Dumb and Dumber: A Drone Flies Dangerously Close to an A380 During Take Off

Dumb and Dumber: A Drone Flies Dangerously Close to an A380 During Take Off

Albert Einstein used to say that “only two things are infinite, the universe and human stupidity, and I'm not sure about the former.” This video showing the largest commercial airliner flying feet away from a drone confirms the endless idiocy of some people.

What Happens in the Video?

The video, embedded below, shows an Airbus A380 taking off from the Plaine Magnien Airport located on the Mauritius Island in the Indian Ocean. The A380 is the largest commercial airliner in the world and can carry more than 500 passengers in a typical three class seat configuration and up to 850 passengers in a densified all-economy cabin version. As the jumbo jet takes off from the runway 14, the prepositioned drone films the plane passing dangerously close at about 300 feet from the tip of the left wing. The airliner belongs to the Dubai-based company Emirates. It seems to be the 4:35 p.m. flight EK702 on regular schedule to Dubai airport.

The Airbus A380 of Emirates flight EK702 taking off from runway 14 in Mauritius Island.

The A380 passing next to the drone. The exact distance is difficult to evaluate but is dangerously close to the airliner.

Who Filmed and Published the Video?

As this point, there is no information about the identity of the pilot. The video had originally been published on Facebook by Thierry Paris who describes himself as an A380 captain for Air France. He wrote in the video caption (auto-translated): “That's what a little crazy guy managed to do with a drone in Mauritius. Hello flight safety!!!”

I contacted him and I will update this article if new details emerge from this story.

What Drone Was Used?

Any drone could have been used to film this video but the presence of some sort of digital zoom in the video (1:12) could indicate that the pilot used a Parrot Anafi. Unlike DJI, the Parrot drones are not equipped with geofencing capabilities. However, the DJI no-fly zone in the area is very small (see the map below) and the drone was flying just outside this perimeter anyway. Finally, flight restrictions can easily be hacked on consumer drones.
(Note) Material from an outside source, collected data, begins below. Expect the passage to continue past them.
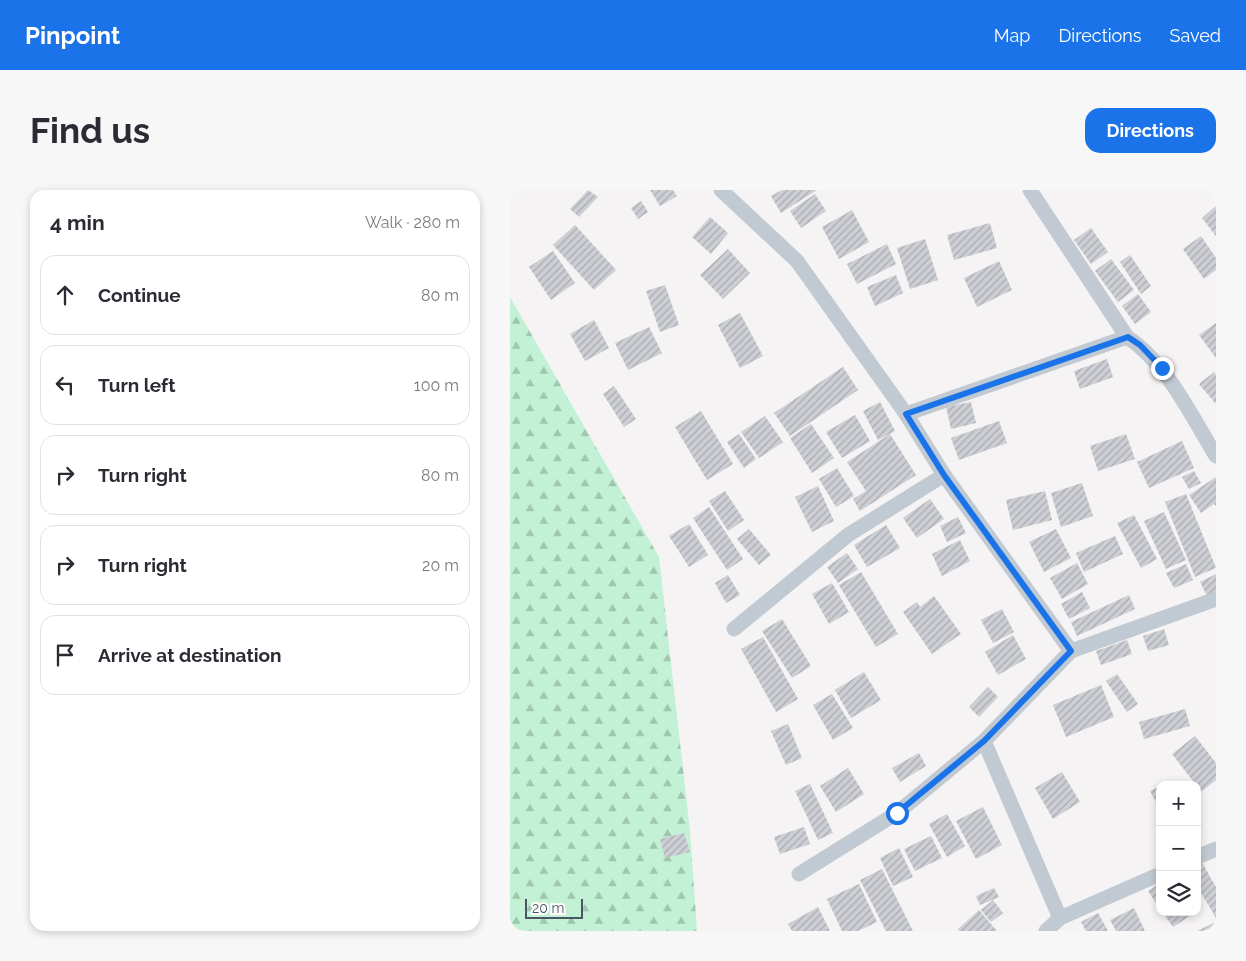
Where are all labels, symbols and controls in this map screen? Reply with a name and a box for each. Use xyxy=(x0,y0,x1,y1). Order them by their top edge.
text: Pinpoint xyxy=(25,21,120,50)
text: Map xyxy=(994,25,1030,46)
text: Directions xyxy=(1058,25,1142,46)
text: Saved xyxy=(1170,25,1221,46)
button: Directions xyxy=(1085,108,1216,153)
text: Find us xyxy=(30,110,150,151)
text: 4 min xyxy=(50,210,105,235)
text: Walk · 280 m xyxy=(365,213,460,232)
icon: ahead xyxy=(51,281,79,309)
text: Continue xyxy=(98,284,181,306)
text: 80 m xyxy=(421,286,459,305)
route end xyxy=(1151,357,1174,380)
icon: left xyxy=(51,371,79,399)
text: Turn left xyxy=(98,374,175,396)
text: 100 m xyxy=(414,376,459,395)
icon: right xyxy=(51,461,79,489)
text: Turn right xyxy=(98,464,187,486)
text: 80 m xyxy=(421,466,459,485)
icon: right xyxy=(51,551,79,579)
text: Turn right xyxy=(98,554,187,576)
text: 20 m xyxy=(422,556,459,575)
icon: arrive xyxy=(51,641,79,669)
text: Arrive at destination xyxy=(98,644,282,666)
map controls xyxy=(1156,781,1201,916)
button: + xyxy=(1156,781,1201,826)
route start xyxy=(886,802,909,825)
button: − xyxy=(1156,826,1201,871)
button: layers xyxy=(1156,871,1201,916)
scale bar xyxy=(525,896,582,919)
text: 20 m xyxy=(532,900,564,916)

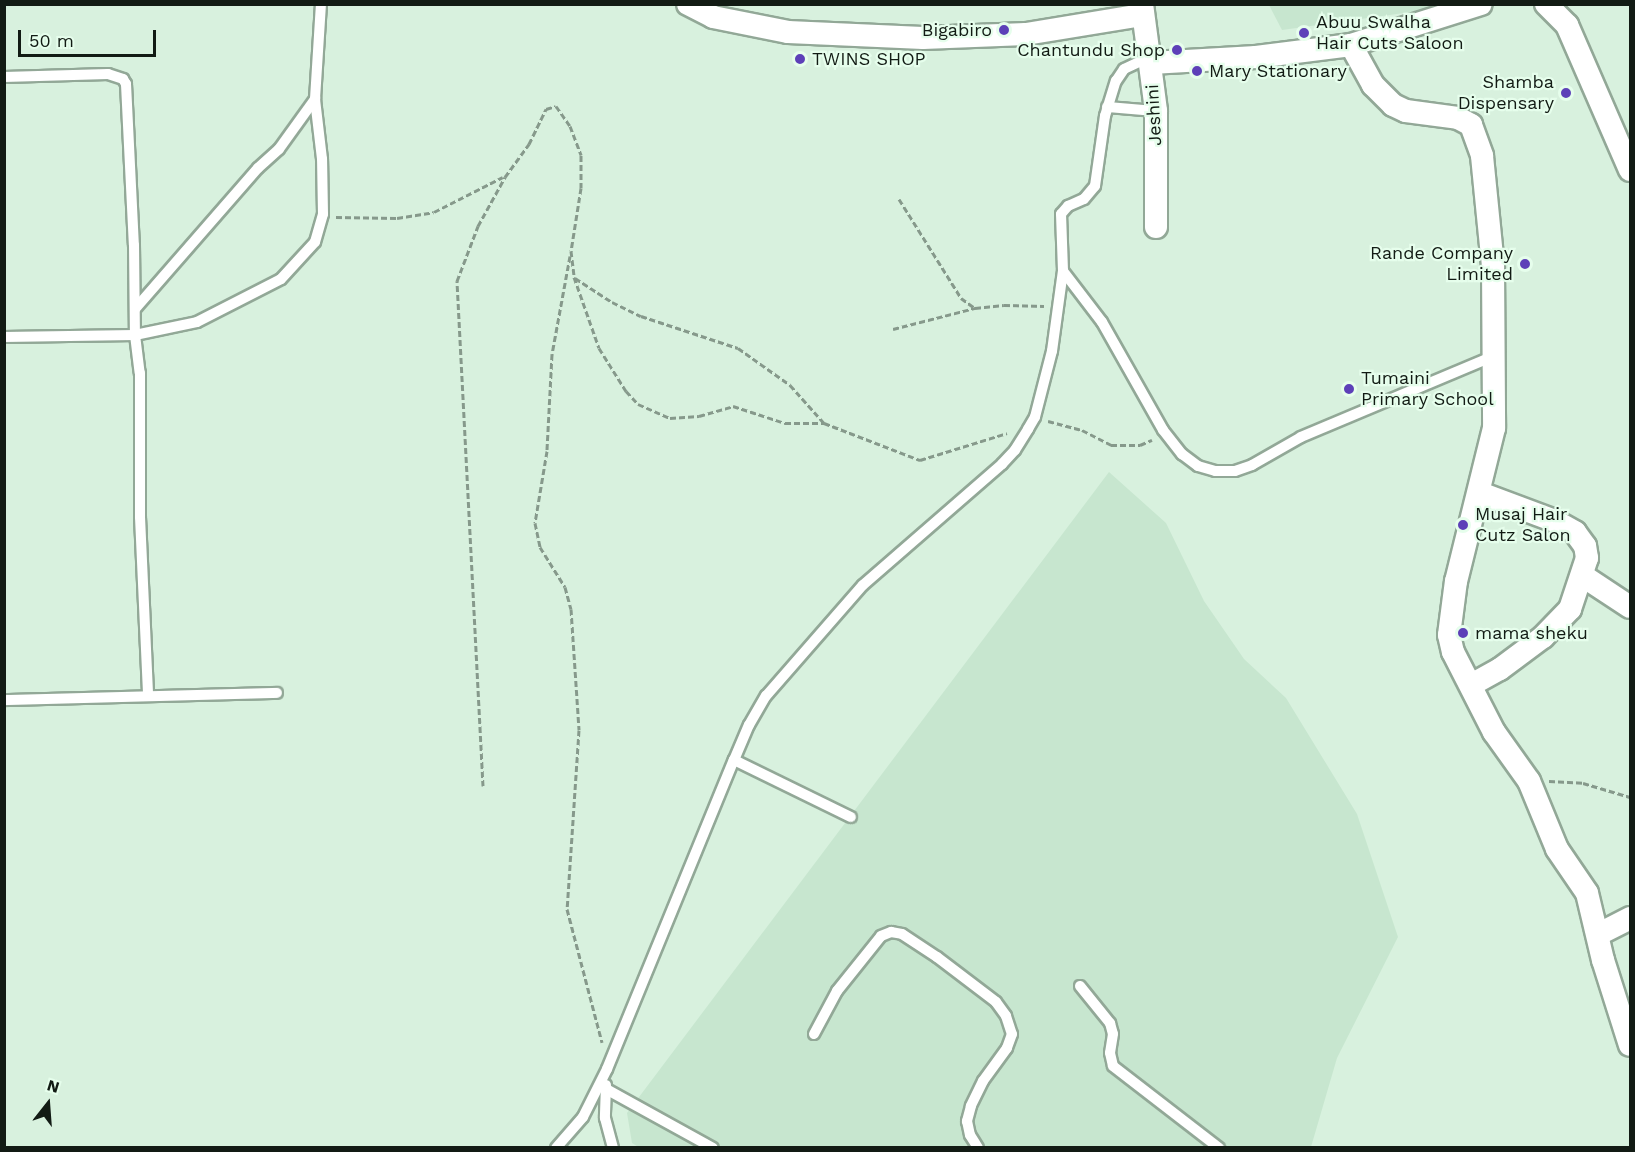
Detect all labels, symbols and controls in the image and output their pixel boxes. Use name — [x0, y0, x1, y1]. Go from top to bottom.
place label: Abuu Swalha Hair Cuts Saloon — [1316, 12, 1464, 54]
scale bar — [21, 18, 159, 56]
place label: Bigabiro — [922, 19, 992, 41]
marker: Bigabiro — [997, 23, 1011, 37]
marker: Abuu Swalha Hair Cuts Saloon — [1297, 26, 1311, 40]
text: 50 m — [29, 30, 74, 51]
place label: Chantundu Shop — [1017, 39, 1165, 61]
marker: Chantundu Shop — [1170, 43, 1184, 57]
place label: TWINS SHOP — [812, 48, 926, 70]
marker: TWINS SHOP — [793, 52, 807, 66]
place label: Mary Stationary — [1209, 60, 1347, 82]
marker: Mary Stationary — [1190, 64, 1204, 78]
place label: Shamba Dispensary — [1458, 72, 1554, 115]
street label: Jeshini — [1142, 84, 1166, 146]
marker: Shamba Dispensary — [1559, 86, 1573, 100]
place label: Rande Company Limited — [1370, 243, 1513, 286]
marker: Rande Company Limited — [1518, 257, 1532, 271]
place label: Tumaini Primary School — [1361, 368, 1494, 410]
marker: Tumaini Primary School — [1342, 382, 1356, 396]
place label: Musaj Hair Cutz Salon — [1475, 504, 1571, 546]
marker: Musaj Hair Cutz Salon — [1456, 518, 1470, 532]
place label: mama sheku — [1475, 622, 1588, 644]
marker: mama sheku — [1456, 626, 1470, 640]
north arrow — [18, 1074, 78, 1134]
text: N — [45, 1075, 62, 1097]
Note the approximate position of the drone (X) and the trajectory of the A380 taking off from runway 14 and heading to the south-east. The red circle indicates the no-fly zone as seen on the DJI system but we don't know what drone was used to film this video.

Conclusion

As usual, this type of story will surely fuel the fire of the anti-drone crowd. However, adding new regulations and restrictions won’t stop stupid people from doing this kind of things. Likes car and guns, drone are just objects that can be diverted by irresponsible people. All the homicide and DUI regulations don’t prevent certain people to commit murders and drive over the limits. Drones are here to stay and any attempt to ground them will fail. The main point is to work on the drone detection capabilities and the integration of these unmanned aircrafts in the national airspace. The business of drone detection is tricky but several companies are already offering solutions like the DJI AeroScope. Beyond that, drones will have to be properly identified and equipped with position reporting equipment such as miniature ADS-B and TCAS system (or based on GPS and cellular network). In the USA, the FAA is working on the issue but the federal government is not known for its decision speed. Hopefully, the official remote ID requirement system won’t be plagued by bureaucratic and technical non-sense otherwise, some drone pilots will continue to fly illegally. Let’s hope that the decision makers find the right balance between liberty and security.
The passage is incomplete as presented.